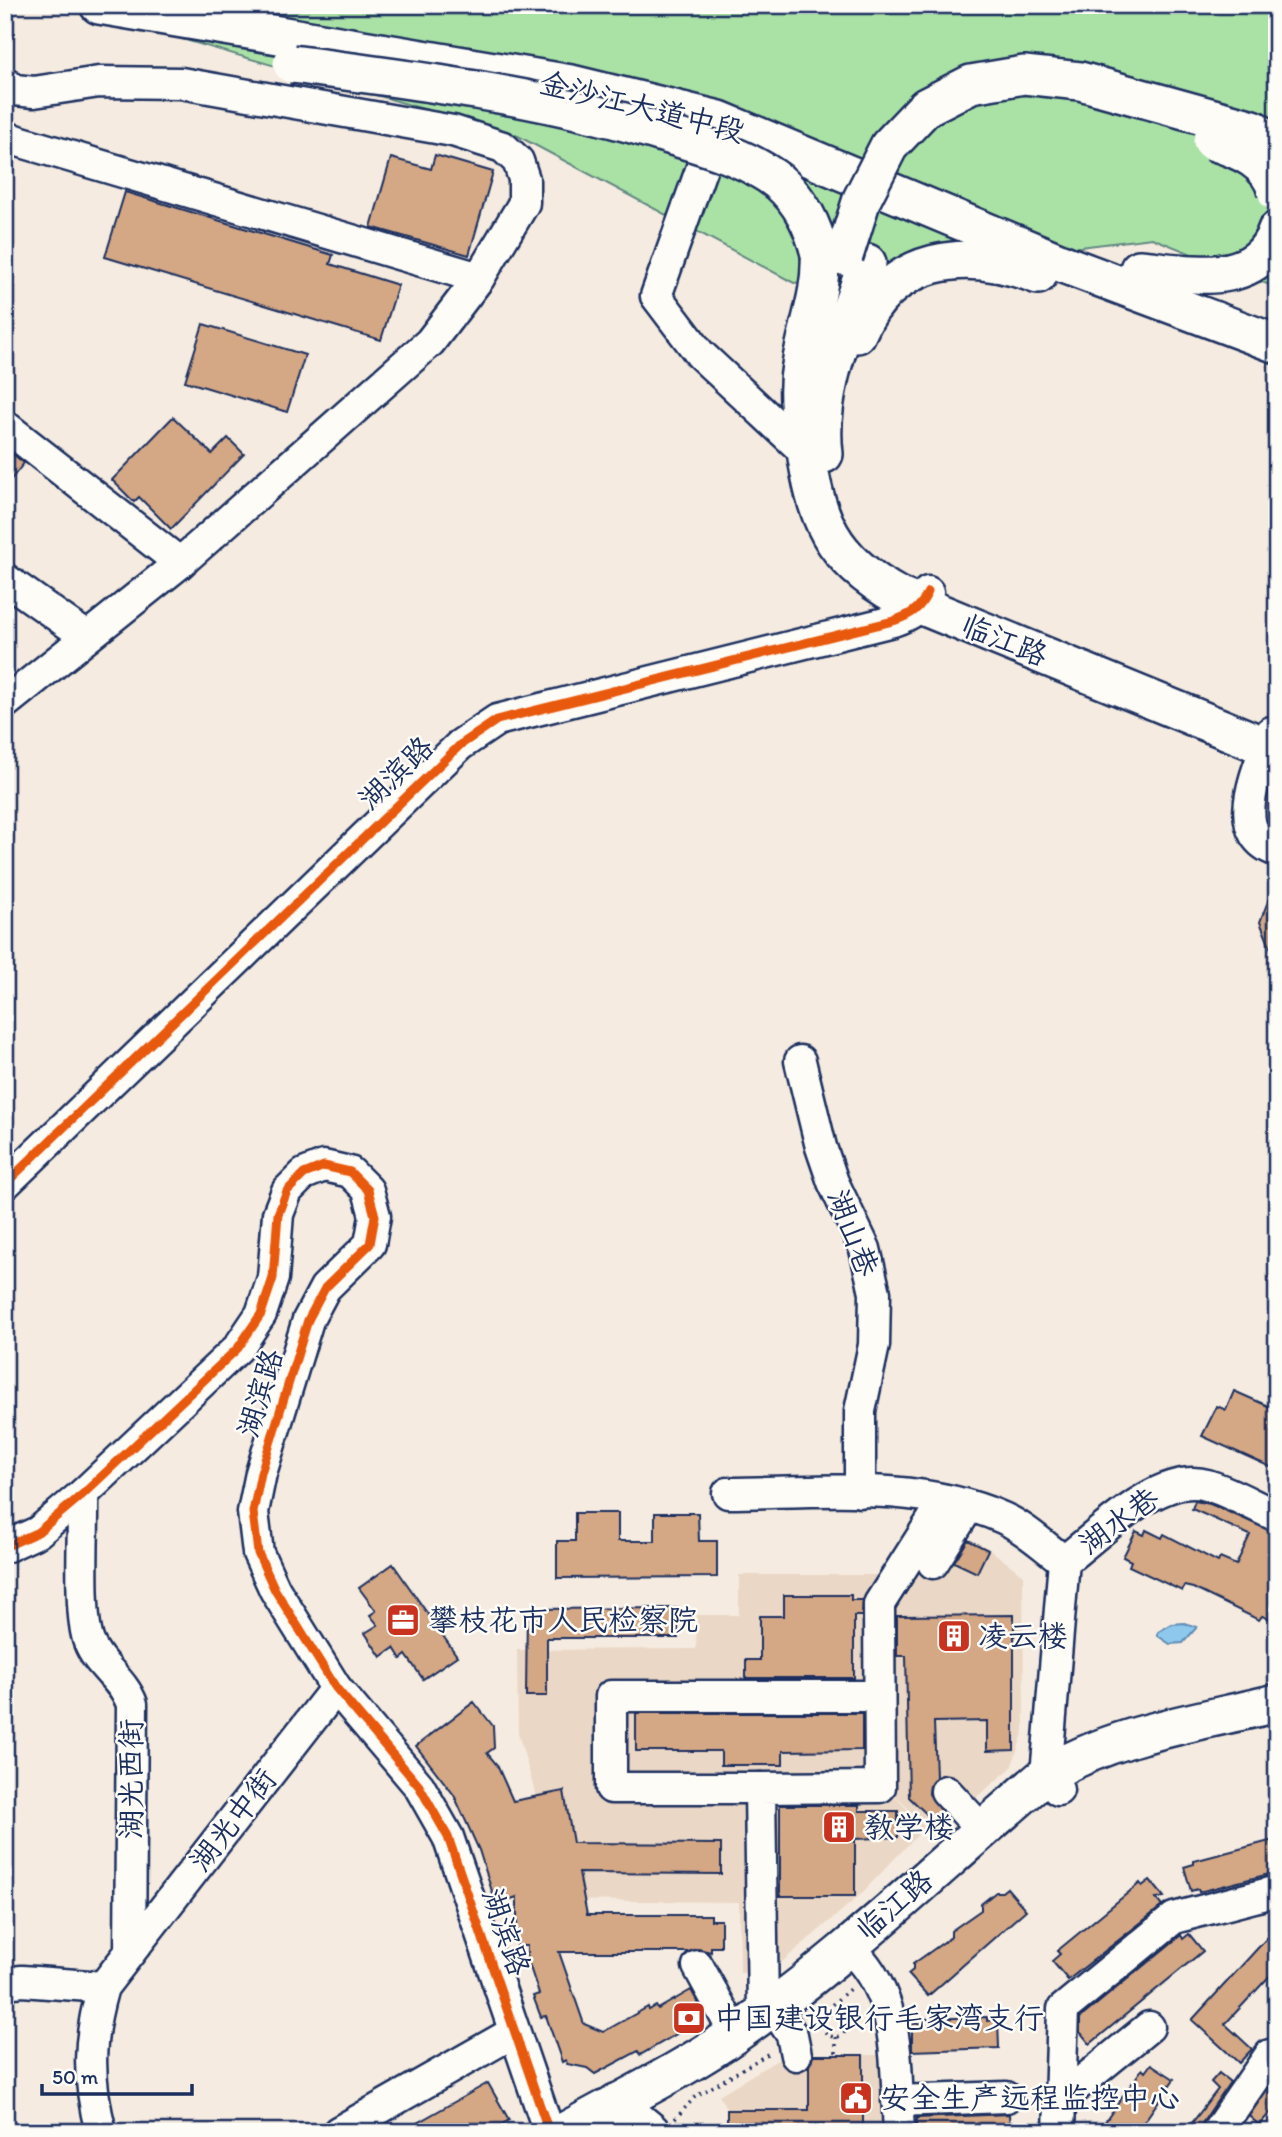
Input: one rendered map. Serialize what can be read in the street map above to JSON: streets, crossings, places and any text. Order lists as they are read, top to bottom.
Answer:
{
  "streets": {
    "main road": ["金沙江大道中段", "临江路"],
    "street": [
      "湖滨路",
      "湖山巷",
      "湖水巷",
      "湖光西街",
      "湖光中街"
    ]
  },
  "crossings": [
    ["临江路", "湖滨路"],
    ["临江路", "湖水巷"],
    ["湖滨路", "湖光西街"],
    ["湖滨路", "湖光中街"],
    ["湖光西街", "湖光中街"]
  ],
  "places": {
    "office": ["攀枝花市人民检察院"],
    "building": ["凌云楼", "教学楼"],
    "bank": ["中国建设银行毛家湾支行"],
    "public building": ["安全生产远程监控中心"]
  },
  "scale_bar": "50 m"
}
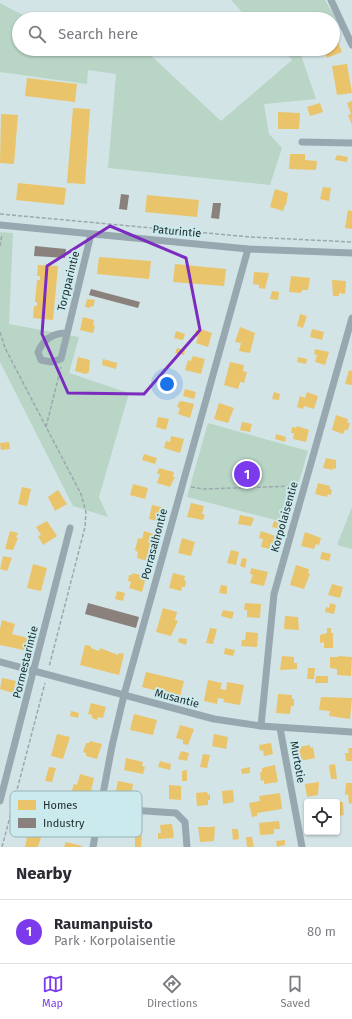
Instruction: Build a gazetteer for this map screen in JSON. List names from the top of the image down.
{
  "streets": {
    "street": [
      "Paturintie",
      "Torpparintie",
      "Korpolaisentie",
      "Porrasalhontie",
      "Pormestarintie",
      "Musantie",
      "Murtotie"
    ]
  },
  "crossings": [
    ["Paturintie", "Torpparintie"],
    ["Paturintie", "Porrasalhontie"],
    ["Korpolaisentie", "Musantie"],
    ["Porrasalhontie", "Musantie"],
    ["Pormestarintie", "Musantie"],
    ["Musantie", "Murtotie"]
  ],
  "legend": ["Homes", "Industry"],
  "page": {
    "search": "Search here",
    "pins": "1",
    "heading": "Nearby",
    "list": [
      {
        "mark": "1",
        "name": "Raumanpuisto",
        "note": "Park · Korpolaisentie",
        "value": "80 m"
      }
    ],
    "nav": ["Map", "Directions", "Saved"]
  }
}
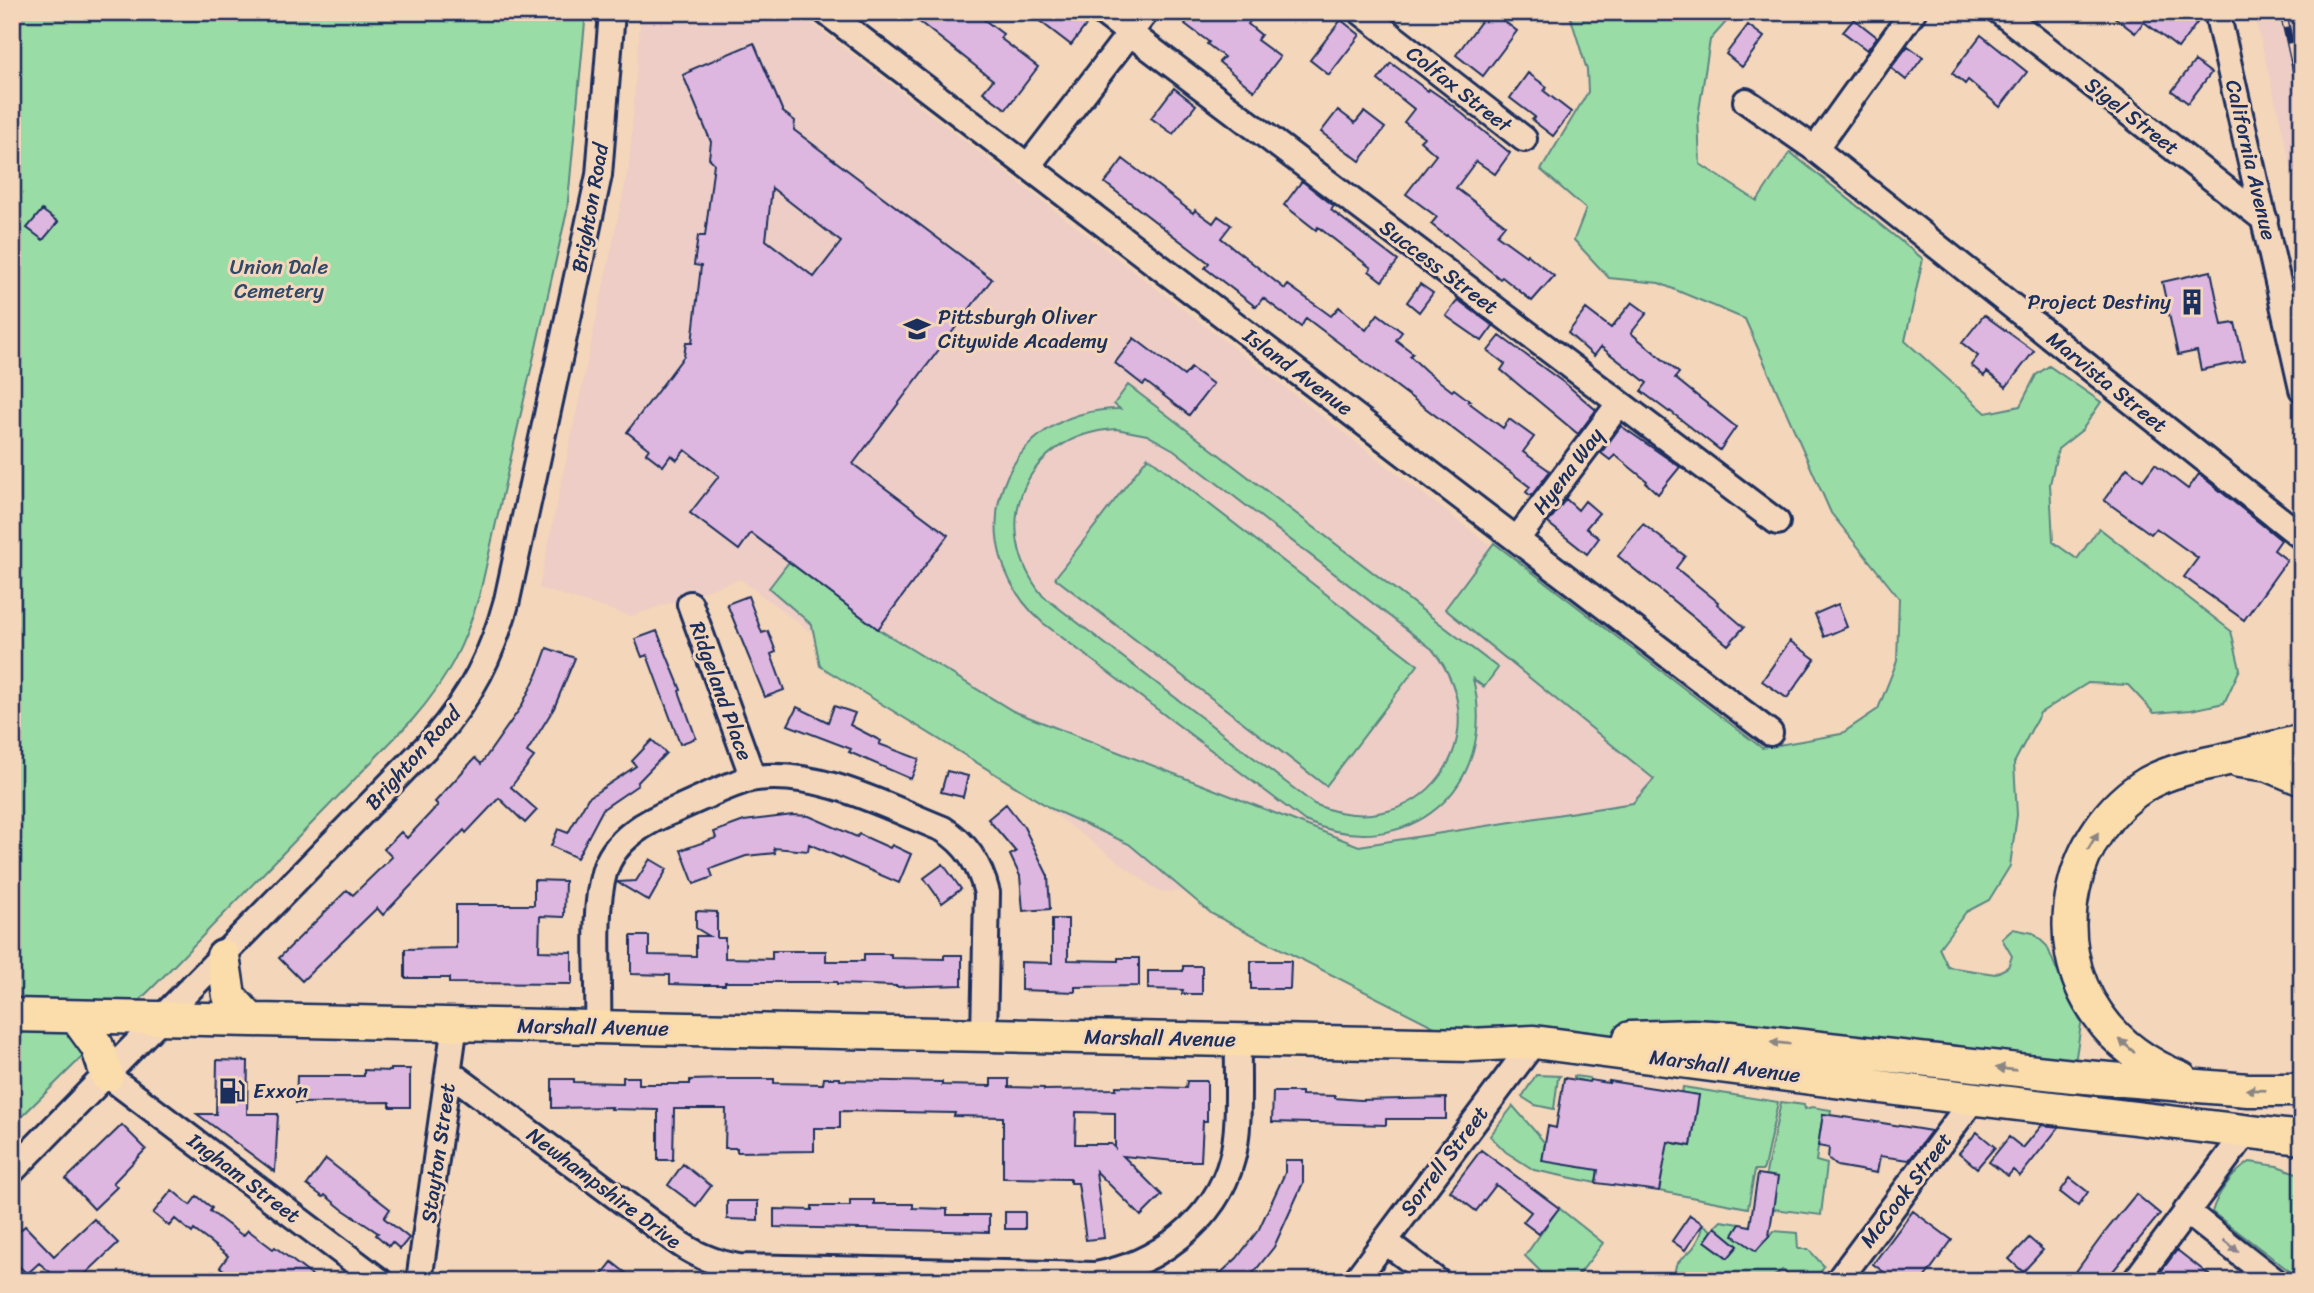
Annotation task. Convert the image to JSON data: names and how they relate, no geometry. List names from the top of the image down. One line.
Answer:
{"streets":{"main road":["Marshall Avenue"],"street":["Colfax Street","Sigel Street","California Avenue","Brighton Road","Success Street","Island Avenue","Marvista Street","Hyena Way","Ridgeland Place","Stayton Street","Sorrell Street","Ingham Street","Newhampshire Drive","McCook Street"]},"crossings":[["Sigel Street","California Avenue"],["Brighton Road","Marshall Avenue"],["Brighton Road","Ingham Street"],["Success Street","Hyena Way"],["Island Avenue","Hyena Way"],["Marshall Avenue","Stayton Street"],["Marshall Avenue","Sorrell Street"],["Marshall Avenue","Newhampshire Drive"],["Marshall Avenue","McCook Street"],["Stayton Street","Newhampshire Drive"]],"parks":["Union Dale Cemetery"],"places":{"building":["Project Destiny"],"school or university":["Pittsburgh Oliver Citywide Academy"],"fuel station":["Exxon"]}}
***
_What the task asks_: Reproduce the material above in full, images excluded.

_Solution below_:
Input: one rendered map. Serialize what can be read in the street map above to JSON: streets, crossings, places and any text. Order lists as they are read, top to bottom.
Answer:
{
  "streets": {
    "main road": ["金沙江大道中段", "临江路"],
    "street": [
      "湖滨路",
      "湖山巷",
      "湖水巷",
      "湖光西街",
      "湖光中街"
    ]
  },
  "crossings": [
    ["临江路", "湖滨路"],
    ["临江路", "湖水巷"],
    ["湖滨路", "湖光西街"],
    ["湖滨路", "湖光中街"],
    ["湖光西街", "湖光中街"]
  ],
  "places": {
    "office": ["攀枝花市人民检察院"],
    "building": ["凌云楼", "教学楼"],
    "bank": ["中国建设银行毛家湾支行"],
    "public building": ["安全生产远程监控中心"]
  },
  "scale_bar": "50 m"
}
Instruction: Build a gazetteer for this map screen in JSON. List names from the top of the image down.
{
  "streets": {
    "street": [
      "Paturintie",
      "Torpparintie",
      "Korpolaisentie",
      "Porrasalhontie",
      "Pormestarintie",
      "Musantie",
      "Murtotie"
    ]
  },
  "crossings": [
    ["Paturintie", "Torpparintie"],
    ["Paturintie", "Porrasalhontie"],
    ["Korpolaisentie", "Musantie"],
    ["Porrasalhontie", "Musantie"],
    ["Pormestarintie", "Musantie"],
    ["Musantie", "Murtotie"]
  ],
  "legend": ["Homes", "Industry"],
  "page": {
    "search": "Search here",
    "pins": "1",
    "heading": "Nearby",
    "list": [
      {
        "mark": "1",
        "name": "Raumanpuisto",
        "note": "Park · Korpolaisentie",
        "value": "80 m"
      }
    ],
    "nav": ["Map", "Directions", "Saved"]
  }
}
Annotation task. Convert the image to JSON data: names and how they relate, no geometry. List names from the top of the image down. One line.
Answer:
{"streets":{"main road":["Marshall Avenue"],"street":["Colfax Street","Sigel Street","California Avenue","Brighton Road","Success Street","Island Avenue","Marvista Street","Hyena Way","Ridgeland Place","Stayton Street","Sorrell Street","Ingham Street","Newhampshire Drive","McCook Street"]},"crossings":[["Sigel Street","California Avenue"],["Brighton Road","Marshall Avenue"],["Brighton Road","Ingham Street"],["Success Street","Hyena Way"],["Island Avenue","Hyena Way"],["Marshall Avenue","Stayton Street"],["Marshall Avenue","Sorrell Street"],["Marshall Avenue","Newhampshire Drive"],["Marshall Avenue","McCook Street"],["Stayton Street","Newhampshire Drive"]],"parks":["Union Dale Cemetery"],"places":{"building":["Project Destiny"],"school or university":["Pittsburgh Oliver Citywide Academy"],"fuel station":["Exxon"]}}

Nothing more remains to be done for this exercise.